[<prev] [next>] [<thread-prev] [thread-next>] [day] [month] [year] [list]
Message-ID: <a5e009636c5144622e0a910a459cd9d05976715e.camel@intel.com>
Date: Tue, 16 Apr 2024 13:22:06 +0000
From: "Huang, Kai" <kai.huang@...el.com>
To: "hpa@...or.com" <hpa@...or.com>, "tim.c.chen@...ux.intel.com"
	<tim.c.chen@...ux.intel.com>, "linux-sgx@...r.kernel.org"
	<linux-sgx@...r.kernel.org>, "x86@...nel.org" <x86@...nel.org>,
	"dave.hansen@...ux.intel.com" <dave.hansen@...ux.intel.com>,
	"jarkko@...nel.org" <jarkko@...nel.org>, "cgroups@...r.kernel.org"
	<cgroups@...r.kernel.org>, "linux-kernel@...r.kernel.org"
	<linux-kernel@...r.kernel.org>, "mkoutny@...e.com" <mkoutny@...e.com>,
	"tglx@...utronix.de" <tglx@...utronix.de>, "haitao.huang@...ux.intel.com"

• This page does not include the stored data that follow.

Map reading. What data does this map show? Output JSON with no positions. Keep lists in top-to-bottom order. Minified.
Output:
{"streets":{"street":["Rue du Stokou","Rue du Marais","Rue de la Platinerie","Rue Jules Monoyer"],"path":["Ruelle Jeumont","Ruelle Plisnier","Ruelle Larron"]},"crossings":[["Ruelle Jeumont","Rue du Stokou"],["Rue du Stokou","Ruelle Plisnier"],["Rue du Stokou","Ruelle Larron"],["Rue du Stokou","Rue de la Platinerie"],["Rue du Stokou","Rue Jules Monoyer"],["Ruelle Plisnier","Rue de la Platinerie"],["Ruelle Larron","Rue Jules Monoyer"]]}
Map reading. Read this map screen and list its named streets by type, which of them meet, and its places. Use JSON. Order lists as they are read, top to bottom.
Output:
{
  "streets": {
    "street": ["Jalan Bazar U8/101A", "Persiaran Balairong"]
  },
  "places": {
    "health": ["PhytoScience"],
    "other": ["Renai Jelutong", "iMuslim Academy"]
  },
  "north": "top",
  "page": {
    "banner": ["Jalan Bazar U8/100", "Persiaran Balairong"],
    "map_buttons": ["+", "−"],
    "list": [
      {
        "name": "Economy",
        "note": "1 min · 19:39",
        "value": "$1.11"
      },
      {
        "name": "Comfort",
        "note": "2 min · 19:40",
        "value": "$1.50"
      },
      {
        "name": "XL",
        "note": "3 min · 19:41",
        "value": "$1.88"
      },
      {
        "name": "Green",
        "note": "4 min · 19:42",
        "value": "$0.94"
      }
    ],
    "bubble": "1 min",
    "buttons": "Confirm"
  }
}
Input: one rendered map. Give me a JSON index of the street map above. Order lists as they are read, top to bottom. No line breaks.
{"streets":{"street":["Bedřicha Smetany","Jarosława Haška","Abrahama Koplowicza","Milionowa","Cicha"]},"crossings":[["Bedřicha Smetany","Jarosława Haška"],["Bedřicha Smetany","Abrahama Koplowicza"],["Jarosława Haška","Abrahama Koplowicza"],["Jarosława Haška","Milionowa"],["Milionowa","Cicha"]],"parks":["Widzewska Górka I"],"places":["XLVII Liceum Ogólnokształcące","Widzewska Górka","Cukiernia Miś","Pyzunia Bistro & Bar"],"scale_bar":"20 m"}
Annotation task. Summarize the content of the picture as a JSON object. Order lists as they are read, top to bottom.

	<haitao.huang@...ux.intel.com>, "Mehta, Sohil" <sohil.mehta@...el.com>,
	"tj@...nel.org" <tj@...nel.org>, "mingo@...hat.com" <mingo@...hat.com>,
	"bp@...en8.de" <bp@...en8.de>
CC: "mikko.ylinen@...ux.intel.com" <mikko.ylinen@...ux.intel.com>,
	"seanjc@...gle.com" <seanjc@...gle.com>, "anakrish@...rosoft.com"
	<anakrish@...rosoft.com>, "Zhang, Bo" <zhanb@...rosoft.com>,
	"kristen@...ux.intel.com" <kristen@...ux.intel.com>, "yangjie@...rosoft.com"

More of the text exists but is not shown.